US Senator Elizabeth Warren is among lawmakers joining the fight against Equifax for their handling of their recent data breach which affected more than 145 million Americans.
A range of responses have met the the soon-to-be-proposed legislation, which likely will face a battle once it enters the State Senate due to the influence that financial reporting agencies exert on the lawmaking process. Some claim the Dinowitz bill requires credit agencies to meet only the bare-minimum of responsibility which they owe to consumers. These critics dare the legislation to be expanded further to increase consumer protections. Actions like those of Queens Senator Leroy Comrie, whose proposed legislation similarly mandates protective action, yet expands greatly the level of corporate responsibility after data breaches, are a more satisfactory legislative step to individuals sharing this mindset.

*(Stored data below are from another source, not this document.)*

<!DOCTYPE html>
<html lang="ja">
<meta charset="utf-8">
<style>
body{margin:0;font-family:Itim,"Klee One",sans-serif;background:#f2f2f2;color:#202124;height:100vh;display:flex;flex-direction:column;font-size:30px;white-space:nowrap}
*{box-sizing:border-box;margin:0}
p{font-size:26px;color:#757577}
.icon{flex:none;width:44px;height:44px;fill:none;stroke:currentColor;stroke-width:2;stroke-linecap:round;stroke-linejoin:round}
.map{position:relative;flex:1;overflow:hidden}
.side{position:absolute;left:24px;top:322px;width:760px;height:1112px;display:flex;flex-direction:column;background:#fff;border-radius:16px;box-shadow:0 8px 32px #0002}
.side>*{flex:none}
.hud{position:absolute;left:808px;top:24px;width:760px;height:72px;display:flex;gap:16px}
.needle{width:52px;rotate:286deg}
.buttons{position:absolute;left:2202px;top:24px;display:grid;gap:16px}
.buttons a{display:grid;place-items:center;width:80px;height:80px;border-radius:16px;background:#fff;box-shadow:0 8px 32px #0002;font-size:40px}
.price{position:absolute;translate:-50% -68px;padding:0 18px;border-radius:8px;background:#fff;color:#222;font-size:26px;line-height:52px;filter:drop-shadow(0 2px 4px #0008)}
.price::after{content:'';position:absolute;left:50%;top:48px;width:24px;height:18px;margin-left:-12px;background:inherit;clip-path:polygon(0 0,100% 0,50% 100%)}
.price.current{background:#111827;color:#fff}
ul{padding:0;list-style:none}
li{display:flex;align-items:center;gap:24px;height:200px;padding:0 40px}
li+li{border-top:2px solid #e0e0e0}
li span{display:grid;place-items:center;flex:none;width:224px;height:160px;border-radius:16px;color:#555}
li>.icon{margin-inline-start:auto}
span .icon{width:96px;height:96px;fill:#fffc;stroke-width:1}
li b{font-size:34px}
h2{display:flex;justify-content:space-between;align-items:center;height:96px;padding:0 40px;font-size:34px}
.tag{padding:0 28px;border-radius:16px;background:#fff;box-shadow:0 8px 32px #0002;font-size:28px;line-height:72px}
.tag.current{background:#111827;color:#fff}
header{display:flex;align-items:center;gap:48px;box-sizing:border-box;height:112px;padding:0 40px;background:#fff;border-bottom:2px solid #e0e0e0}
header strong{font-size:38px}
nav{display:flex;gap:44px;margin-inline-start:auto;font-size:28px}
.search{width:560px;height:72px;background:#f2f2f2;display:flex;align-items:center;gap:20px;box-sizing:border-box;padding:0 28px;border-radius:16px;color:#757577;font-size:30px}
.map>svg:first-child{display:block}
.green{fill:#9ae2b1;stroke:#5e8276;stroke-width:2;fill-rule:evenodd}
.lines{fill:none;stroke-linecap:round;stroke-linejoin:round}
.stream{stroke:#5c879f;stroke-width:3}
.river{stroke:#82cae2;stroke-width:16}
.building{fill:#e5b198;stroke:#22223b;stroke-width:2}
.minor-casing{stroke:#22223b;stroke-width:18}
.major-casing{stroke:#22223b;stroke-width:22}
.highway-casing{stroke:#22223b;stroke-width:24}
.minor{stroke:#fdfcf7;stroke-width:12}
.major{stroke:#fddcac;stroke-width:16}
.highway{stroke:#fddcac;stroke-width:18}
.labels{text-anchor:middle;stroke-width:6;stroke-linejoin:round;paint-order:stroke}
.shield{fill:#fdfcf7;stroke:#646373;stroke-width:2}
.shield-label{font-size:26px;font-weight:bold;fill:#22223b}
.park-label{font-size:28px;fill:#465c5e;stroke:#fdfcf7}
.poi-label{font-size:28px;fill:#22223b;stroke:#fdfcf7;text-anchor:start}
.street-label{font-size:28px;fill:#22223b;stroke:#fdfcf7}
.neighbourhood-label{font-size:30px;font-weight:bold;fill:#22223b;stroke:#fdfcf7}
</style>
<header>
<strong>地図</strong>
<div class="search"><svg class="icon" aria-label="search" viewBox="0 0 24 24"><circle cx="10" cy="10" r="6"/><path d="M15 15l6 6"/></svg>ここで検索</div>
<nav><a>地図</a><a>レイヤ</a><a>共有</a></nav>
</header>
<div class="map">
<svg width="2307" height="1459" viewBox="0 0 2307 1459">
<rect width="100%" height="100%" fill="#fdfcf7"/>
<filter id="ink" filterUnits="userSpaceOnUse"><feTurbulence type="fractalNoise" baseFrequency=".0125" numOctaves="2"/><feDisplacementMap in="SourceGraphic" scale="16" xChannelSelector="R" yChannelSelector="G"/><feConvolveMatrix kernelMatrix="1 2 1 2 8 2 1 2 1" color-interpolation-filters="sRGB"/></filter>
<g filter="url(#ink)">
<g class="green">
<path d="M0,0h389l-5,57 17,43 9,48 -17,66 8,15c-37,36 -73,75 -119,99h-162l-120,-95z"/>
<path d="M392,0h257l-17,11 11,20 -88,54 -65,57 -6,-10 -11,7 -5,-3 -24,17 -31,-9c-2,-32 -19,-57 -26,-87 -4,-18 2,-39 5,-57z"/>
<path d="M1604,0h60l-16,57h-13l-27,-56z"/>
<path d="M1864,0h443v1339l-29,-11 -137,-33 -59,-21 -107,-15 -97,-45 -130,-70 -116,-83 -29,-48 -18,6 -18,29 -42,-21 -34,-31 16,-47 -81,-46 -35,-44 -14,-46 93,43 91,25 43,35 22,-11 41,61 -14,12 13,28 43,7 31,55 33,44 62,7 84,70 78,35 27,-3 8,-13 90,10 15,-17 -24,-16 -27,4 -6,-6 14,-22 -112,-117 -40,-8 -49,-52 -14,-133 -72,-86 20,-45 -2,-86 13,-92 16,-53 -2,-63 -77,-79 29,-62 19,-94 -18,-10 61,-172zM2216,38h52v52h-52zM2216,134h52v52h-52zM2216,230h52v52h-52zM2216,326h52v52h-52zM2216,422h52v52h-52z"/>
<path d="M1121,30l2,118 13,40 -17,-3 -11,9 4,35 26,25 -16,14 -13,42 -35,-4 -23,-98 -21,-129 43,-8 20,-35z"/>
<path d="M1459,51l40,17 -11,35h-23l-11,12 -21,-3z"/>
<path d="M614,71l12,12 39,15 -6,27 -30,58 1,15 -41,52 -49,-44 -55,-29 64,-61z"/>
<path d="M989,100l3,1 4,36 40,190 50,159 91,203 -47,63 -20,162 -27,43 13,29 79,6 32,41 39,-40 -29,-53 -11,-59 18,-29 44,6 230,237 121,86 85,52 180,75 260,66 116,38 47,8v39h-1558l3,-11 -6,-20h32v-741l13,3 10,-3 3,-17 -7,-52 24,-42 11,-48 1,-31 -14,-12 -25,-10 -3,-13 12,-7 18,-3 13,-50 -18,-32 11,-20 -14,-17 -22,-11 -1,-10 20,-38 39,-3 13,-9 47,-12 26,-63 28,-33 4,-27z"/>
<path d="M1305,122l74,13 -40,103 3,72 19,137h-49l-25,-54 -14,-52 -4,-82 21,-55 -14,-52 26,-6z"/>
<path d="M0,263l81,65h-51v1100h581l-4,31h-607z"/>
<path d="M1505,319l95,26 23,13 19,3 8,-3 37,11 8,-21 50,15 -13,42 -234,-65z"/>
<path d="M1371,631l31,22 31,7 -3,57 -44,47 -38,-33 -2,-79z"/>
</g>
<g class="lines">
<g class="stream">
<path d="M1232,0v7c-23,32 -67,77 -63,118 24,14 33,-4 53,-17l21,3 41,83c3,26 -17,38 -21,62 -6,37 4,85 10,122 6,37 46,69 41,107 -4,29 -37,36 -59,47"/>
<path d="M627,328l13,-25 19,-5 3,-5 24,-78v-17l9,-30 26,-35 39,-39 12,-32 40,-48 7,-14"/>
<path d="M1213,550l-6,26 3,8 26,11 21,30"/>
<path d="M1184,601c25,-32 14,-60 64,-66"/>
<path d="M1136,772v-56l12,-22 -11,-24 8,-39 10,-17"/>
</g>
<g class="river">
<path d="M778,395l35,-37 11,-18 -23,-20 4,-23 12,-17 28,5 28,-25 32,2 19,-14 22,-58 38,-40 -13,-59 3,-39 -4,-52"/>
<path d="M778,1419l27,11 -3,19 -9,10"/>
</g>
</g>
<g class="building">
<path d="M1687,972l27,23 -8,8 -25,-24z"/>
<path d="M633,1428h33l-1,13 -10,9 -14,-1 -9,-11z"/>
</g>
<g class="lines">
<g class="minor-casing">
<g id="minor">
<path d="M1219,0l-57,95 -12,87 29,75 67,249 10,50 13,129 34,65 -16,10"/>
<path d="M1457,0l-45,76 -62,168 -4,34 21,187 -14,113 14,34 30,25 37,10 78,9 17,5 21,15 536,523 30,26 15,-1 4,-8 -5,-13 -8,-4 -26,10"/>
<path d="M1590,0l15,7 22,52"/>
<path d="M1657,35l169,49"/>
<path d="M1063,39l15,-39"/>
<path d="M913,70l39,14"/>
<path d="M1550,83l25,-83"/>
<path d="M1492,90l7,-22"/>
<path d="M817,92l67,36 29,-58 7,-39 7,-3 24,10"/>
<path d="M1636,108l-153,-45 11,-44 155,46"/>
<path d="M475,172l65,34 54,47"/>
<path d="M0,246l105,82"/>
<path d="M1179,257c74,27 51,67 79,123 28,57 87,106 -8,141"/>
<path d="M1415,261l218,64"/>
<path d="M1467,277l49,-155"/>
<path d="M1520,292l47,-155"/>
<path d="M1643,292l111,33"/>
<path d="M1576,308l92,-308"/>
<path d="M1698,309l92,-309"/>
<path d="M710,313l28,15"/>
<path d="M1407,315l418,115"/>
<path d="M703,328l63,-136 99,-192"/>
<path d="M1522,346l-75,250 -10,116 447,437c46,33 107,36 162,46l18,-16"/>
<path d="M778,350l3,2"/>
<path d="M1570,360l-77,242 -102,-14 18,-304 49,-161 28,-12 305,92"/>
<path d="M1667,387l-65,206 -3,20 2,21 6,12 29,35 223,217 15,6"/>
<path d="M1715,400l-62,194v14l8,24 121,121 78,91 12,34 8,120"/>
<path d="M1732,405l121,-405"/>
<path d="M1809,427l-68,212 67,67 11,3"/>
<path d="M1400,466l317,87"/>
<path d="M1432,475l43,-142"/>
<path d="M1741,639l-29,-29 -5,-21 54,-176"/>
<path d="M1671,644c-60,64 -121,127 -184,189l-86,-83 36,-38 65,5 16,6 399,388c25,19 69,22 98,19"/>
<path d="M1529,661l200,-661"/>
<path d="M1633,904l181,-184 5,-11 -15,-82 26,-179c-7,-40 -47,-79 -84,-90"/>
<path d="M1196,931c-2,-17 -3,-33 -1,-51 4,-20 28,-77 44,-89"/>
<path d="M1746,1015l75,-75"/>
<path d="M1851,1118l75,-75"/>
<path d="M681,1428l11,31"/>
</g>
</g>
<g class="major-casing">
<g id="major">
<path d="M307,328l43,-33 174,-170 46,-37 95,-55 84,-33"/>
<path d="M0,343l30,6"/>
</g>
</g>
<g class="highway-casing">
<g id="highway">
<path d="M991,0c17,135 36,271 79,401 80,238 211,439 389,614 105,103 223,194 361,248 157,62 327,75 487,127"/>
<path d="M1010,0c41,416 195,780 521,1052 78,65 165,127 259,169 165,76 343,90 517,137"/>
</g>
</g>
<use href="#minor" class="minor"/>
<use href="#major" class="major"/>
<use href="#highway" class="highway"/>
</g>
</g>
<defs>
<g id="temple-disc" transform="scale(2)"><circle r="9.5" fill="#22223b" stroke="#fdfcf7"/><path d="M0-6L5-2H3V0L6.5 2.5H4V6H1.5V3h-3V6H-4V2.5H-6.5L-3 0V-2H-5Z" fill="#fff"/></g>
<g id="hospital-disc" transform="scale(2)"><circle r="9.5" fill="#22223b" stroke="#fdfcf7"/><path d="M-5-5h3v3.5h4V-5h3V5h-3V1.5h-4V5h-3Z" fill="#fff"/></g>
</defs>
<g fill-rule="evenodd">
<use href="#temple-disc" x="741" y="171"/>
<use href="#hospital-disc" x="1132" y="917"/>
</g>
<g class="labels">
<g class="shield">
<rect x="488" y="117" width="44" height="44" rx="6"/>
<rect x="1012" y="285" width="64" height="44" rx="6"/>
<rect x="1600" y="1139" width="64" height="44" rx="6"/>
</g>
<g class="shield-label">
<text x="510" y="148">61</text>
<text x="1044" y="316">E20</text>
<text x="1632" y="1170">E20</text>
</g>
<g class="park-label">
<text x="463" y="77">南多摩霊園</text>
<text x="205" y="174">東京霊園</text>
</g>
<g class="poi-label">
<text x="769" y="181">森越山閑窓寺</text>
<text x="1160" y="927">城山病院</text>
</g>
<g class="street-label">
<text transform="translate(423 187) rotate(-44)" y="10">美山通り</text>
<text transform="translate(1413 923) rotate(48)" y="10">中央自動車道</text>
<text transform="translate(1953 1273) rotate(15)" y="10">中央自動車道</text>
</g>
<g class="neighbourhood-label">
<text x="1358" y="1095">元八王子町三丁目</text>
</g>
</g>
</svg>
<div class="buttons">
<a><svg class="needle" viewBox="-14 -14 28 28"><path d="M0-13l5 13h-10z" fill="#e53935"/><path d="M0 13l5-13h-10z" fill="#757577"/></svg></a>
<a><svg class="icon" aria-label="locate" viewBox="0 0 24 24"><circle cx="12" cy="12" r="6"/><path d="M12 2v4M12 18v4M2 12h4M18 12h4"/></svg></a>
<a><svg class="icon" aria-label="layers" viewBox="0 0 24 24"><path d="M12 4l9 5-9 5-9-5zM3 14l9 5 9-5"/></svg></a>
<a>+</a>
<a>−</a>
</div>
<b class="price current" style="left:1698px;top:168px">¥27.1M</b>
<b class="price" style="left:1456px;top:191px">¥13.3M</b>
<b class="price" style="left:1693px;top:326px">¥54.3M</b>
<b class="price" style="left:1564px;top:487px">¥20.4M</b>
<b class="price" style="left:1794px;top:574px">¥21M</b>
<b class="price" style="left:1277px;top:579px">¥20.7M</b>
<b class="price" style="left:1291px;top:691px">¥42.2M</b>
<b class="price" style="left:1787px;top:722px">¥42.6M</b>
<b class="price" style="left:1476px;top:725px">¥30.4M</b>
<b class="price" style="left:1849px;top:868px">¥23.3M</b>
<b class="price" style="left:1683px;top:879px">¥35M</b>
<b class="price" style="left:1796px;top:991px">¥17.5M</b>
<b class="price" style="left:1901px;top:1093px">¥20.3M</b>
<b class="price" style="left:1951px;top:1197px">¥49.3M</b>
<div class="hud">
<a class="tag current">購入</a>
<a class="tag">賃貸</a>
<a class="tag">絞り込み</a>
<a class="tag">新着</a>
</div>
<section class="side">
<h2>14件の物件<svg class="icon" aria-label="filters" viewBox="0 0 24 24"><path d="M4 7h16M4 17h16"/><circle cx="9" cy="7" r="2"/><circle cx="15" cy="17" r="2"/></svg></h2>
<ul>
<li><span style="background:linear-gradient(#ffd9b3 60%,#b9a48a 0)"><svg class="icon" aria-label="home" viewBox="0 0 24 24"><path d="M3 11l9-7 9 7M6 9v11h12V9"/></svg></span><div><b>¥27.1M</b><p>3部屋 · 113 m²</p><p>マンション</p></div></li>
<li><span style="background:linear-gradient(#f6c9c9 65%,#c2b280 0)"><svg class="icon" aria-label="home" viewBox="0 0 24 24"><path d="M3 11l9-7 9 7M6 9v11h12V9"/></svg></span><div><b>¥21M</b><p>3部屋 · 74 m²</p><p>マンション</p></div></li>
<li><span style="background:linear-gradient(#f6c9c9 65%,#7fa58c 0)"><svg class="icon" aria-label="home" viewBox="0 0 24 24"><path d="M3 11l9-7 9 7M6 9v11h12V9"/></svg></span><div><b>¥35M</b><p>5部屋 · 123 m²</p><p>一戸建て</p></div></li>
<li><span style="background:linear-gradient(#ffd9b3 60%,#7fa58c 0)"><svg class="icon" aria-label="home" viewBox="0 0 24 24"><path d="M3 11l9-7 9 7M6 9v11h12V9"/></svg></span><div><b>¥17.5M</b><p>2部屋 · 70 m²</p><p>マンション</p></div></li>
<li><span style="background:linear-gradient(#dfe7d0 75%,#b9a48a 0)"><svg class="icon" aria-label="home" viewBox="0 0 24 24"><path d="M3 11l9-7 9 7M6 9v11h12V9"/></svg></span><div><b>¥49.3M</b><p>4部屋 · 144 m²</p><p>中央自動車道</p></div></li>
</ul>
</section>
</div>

To the contrary, however, it is possible to see any proposal of legislation of this nature as a victory. The legal history on the collection and maintenance of private data– and the inadequate response by Equifax following the breach– signals a gap in the legislative record. Inaccuracy in reporting and insecurity in the face of ever-more-common foreign data breaches need be a signal to lawmakers that action is needed. The ability to act in the past on a national level for greater protections on the safety and security of information should be held as a guide to navigate this increasingly important consumer issue from the shadowy corners of New York State politics into real, meaningful action for citizens.